New York City prosecutors resign by the hundred as soft-on-crime policies are pushed by DAs
Manhattan and Brooklyn have each lost about one-eight of their staff in the last year.
New York City is losing hundreds of prosecutors, quitting amid reforms taking place at the district attorneys' offices.
Alvin Bragg, the district attorney of Manhattan, has seen his office lose 65 assistant district attorneys – about one-eight of his staff – this year.
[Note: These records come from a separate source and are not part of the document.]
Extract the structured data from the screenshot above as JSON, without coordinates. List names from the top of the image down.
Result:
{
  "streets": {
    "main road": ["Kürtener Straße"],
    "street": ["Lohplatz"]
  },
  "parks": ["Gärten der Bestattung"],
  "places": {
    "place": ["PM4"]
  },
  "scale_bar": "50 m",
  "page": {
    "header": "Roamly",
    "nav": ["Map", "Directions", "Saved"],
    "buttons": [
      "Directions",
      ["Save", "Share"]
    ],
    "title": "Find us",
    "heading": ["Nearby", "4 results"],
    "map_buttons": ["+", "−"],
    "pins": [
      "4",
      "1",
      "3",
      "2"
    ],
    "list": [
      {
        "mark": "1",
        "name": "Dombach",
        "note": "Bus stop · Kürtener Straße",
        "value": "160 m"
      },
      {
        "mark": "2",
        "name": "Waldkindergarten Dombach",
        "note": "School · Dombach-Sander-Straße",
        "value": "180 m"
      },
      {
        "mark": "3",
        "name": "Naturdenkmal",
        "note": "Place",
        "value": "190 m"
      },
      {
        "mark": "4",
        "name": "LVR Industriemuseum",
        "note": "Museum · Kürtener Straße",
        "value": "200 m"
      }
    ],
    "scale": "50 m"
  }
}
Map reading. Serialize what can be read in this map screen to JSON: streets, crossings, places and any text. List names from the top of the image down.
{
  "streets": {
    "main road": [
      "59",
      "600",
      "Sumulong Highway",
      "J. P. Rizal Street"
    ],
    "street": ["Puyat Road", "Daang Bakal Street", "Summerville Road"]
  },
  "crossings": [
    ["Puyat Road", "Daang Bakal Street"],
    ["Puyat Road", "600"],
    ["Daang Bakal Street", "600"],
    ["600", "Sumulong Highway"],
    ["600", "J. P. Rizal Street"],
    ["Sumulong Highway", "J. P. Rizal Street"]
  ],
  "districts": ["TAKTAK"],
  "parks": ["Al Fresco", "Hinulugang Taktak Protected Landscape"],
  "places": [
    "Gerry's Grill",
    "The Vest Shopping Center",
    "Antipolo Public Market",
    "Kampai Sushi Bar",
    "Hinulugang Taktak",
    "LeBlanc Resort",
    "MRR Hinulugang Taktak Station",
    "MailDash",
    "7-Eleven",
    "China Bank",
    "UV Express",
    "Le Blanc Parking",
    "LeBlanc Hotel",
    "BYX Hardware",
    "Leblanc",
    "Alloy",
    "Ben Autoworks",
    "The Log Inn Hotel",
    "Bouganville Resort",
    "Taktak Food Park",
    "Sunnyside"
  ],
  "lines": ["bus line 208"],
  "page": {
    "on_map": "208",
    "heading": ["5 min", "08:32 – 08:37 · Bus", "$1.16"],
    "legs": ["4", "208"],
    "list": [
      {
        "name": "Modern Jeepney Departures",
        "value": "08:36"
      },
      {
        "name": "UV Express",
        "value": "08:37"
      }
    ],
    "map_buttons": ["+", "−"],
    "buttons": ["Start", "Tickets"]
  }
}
During his first week in office, Bragg released a memo that ordered prosecutors not to seek prison sentences for an increased number of crimes and to lessen charges against some offenses, including robberies ad commercial burglaries, crimes that have skyrocketed since the summer of 2020.
In Brooklyn, 67 prosecutors – about 13% of the office – have resigned from District Attorney Eric Gonzalez's office. In 2020, 84 resigned, and 94 left in 2021. In the Bronx, 59 prosecutors have quit during the first half of the year.
Former Manhattan Assistant District Attorney Joan Illuzzi-Orbon, also the trial division chief who prosecuted Harvey Weinstein, and others told the New York Post that some of the intense regulations that New York adopted in 2019 are "crippling our lawyers."
Some of the recently adopted requirements order lawyers to turn over significant amounts of material to the defense in a short period of time.
"You become a file clerk rather than a trial lawyer," lluzzi-Orbon said. "Most of it is completely irrelevant and not germane in any way to the issues of the case."